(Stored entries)
*** Begin section ***
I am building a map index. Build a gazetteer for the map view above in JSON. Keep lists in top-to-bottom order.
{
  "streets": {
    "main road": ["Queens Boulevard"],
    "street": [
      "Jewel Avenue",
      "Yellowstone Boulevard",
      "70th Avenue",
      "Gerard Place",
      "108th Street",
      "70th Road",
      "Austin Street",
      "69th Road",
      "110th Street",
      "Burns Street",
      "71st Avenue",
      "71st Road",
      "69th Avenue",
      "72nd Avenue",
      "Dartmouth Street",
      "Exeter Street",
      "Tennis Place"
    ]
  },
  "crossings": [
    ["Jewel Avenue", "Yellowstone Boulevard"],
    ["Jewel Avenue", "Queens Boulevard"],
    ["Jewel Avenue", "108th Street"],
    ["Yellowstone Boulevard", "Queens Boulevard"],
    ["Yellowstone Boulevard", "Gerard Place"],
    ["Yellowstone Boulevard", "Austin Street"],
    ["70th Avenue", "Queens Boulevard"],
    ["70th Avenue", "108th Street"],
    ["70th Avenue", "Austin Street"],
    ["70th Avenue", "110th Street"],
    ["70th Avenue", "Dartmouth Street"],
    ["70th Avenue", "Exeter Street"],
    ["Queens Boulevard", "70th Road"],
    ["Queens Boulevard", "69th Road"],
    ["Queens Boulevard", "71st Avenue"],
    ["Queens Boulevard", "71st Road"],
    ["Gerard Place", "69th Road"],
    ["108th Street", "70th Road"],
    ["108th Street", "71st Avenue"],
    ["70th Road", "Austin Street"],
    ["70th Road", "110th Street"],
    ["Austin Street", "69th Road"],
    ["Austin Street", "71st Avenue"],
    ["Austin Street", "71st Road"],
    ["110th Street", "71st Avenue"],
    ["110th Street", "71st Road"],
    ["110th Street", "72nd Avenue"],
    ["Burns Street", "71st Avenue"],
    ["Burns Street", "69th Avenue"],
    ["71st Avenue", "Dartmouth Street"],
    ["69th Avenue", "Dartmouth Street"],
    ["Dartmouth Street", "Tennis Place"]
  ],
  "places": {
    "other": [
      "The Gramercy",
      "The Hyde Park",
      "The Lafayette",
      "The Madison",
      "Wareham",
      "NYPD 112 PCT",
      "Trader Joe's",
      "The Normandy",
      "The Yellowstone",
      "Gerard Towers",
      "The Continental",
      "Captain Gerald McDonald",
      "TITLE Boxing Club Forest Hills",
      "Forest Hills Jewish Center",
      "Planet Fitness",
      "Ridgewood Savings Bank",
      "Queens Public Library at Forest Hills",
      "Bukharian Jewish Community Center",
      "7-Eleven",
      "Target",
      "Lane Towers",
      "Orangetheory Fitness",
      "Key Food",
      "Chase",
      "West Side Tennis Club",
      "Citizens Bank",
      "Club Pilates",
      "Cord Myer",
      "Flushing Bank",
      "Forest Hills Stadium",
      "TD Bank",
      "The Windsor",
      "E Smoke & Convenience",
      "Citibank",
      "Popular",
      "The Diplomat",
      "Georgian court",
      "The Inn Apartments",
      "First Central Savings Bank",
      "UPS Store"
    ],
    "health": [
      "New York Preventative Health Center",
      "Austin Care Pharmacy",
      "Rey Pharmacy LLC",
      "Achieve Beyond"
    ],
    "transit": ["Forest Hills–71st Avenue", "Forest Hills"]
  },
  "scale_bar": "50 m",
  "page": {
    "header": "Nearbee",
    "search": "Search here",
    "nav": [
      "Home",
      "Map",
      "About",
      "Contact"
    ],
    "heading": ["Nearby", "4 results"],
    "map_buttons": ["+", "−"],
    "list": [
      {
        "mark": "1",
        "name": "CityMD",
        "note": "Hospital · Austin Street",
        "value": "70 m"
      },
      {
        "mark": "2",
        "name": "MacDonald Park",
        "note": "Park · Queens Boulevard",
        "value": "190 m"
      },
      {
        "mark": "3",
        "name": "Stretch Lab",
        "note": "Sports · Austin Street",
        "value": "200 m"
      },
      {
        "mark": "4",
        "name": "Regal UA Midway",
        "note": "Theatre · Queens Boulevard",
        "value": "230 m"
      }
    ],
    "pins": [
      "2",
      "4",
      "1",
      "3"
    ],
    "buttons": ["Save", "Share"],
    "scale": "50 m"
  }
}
*** End section ***
Going line by line through the data, tally each one that includes the string "Forest", and answer with the tally only.

5